4: I had a guy that handed me his list of deductions for his Lawn Care business. It included his ski boat, new pistol and his new hunting rifle. I politely handed it back to him and told him to start over…
5: I had one guy ask me to move into his office because the phone calls and visits were not helping. He had a mess!
6: I am listed in several of my clients wills as the person to find out where everything is.
7: I had one wife that did not like me because her husband kept telling me he loved me. He got nice returns every year and he didn’t realize I was just doing my job.
8: I have one client that calls me his second wife and she agrees with him. I asked him one day if I was on the insurance policy and he just laughed and winked. (Yikes)
9: One client got angry when he owed tax and stormed out of the office. He returned ten minutes later when his wife brought him back to apologize and pay me a big tip for being an idiot. (Her words not mine, but I was thinking it!)
10: I had a lady ask if I could tell from the tax papers if her husband was having an affair. (No!)
11: For some reason most of my clients think I have a degree in Psychology. I did take it in college, but not my major or minor. They will call and want to get advice. I guess I am just too easy to talk to.
12: The best one was when this lady called and asked if I would handle their tax return. I said no problem, we still had a couple of weeks left in the season. When she arrived she asked me to hold the door for her. I was curious so I held the door as she proceeded to bring in ten large plastic bins full of paperwork. I turned to my assistant and smiled. I charge by the hour to separate tax paperwork over the normal stuff. She then proceeded to tell me they had not filed in 8 years. I had to sit down. The bins had everything from birth certificates, prom pictures and bullets!!!

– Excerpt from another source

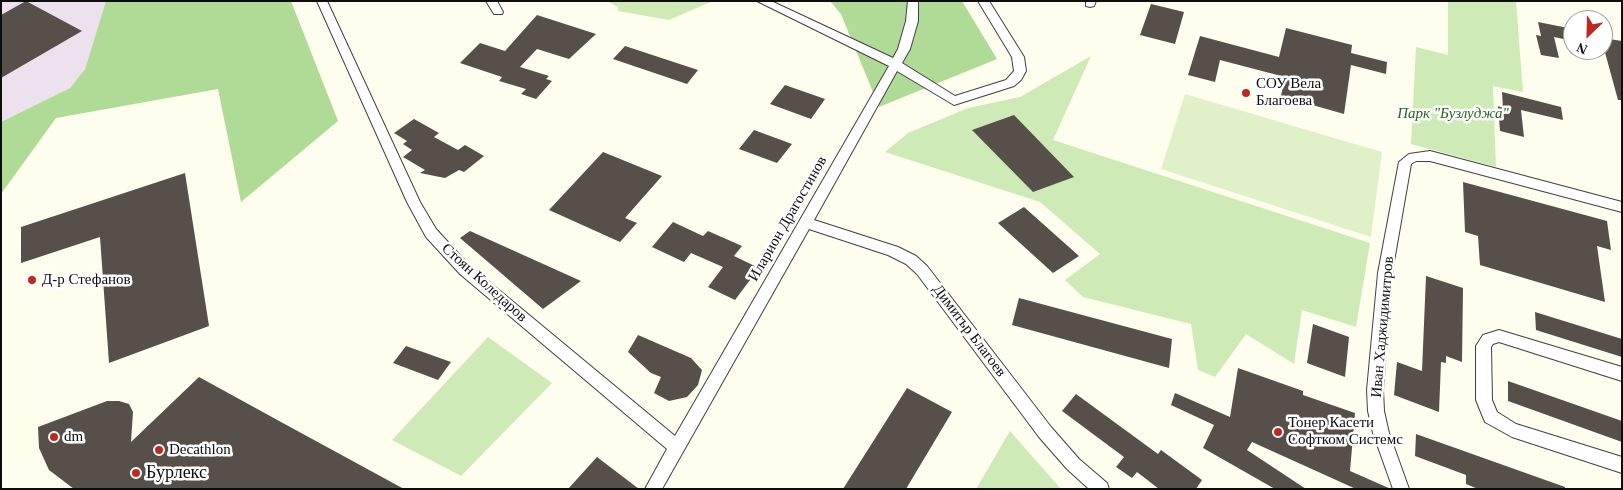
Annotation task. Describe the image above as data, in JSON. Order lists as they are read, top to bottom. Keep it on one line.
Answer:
{"streets":{"street":["Иларион Драгостинов","Стоян Коледаров","Иван Хаджидимитров","Димитър Благоев"]},"crossings":[["Иларион Драгостинов","Стоян Коледаров"],["Иларион Драгостинов","Димитър Благоев"]],"parks":["Парк \"Бузлуджа\""],"places":["СОУ Вела Благоева","Д-р Стефанов","Тонер Касети Софтком Системс","dm","Decathlon","Бурлекс"],"north":"bottom left"}
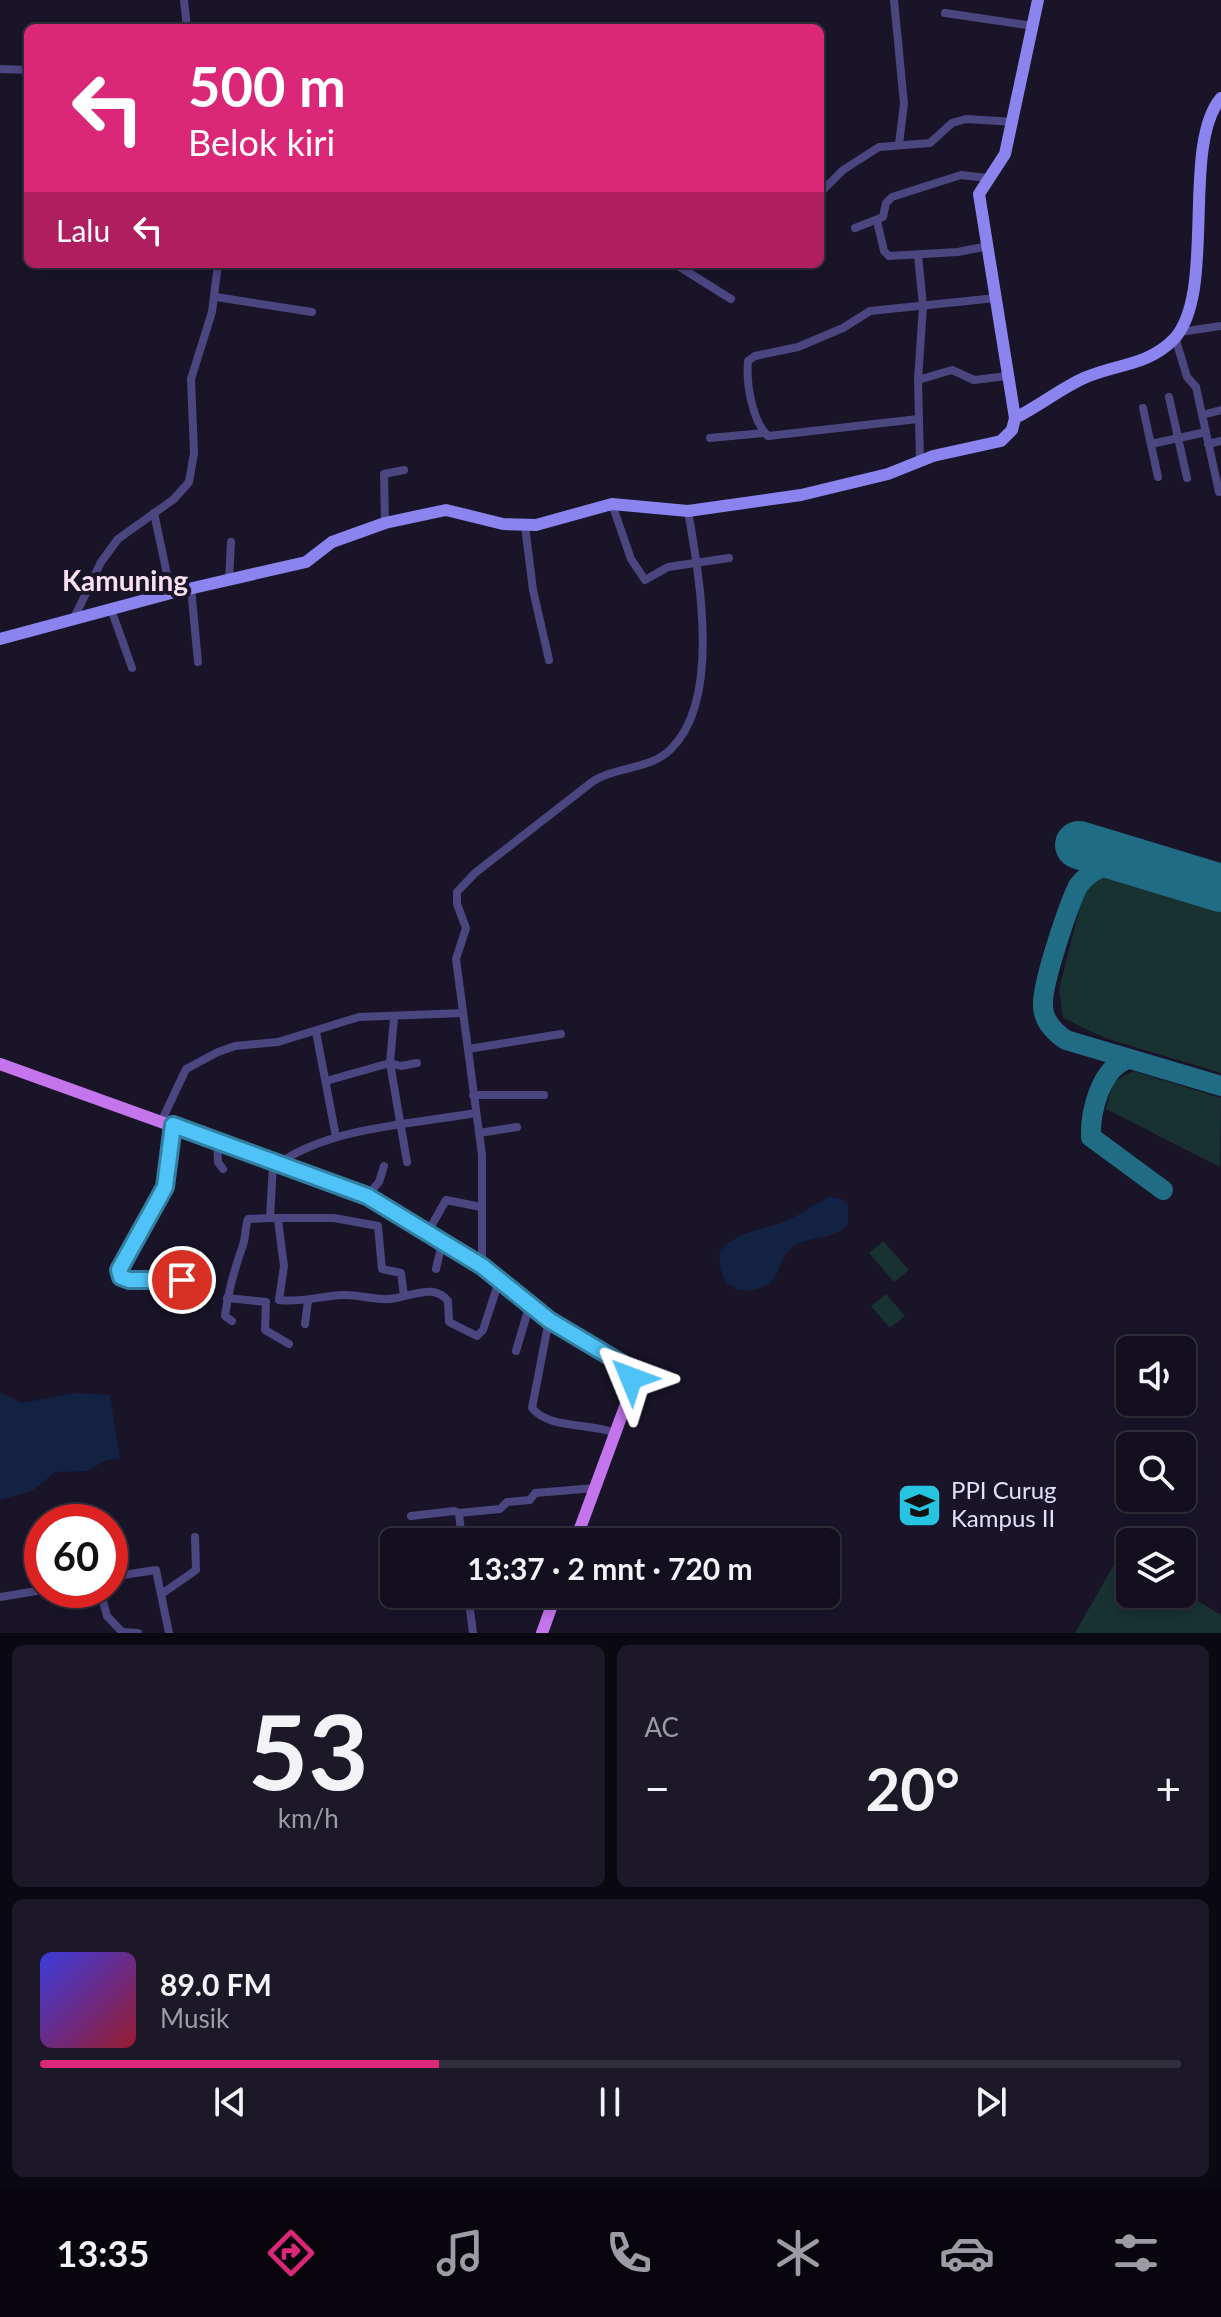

So how many of you are rushing out now to get that Accounting degree. It is totally hilarious how crazy these people can be. I love it. The marriage proposals bother my husband as some of these men are wealthy, handsome men. I just smile and tell him it keeps him on his toes.
Now you know why I have to lose myself in writing. I have to get it off my brain. Some of it can cause nightmares!!!
SO as always, good writing and God Bless!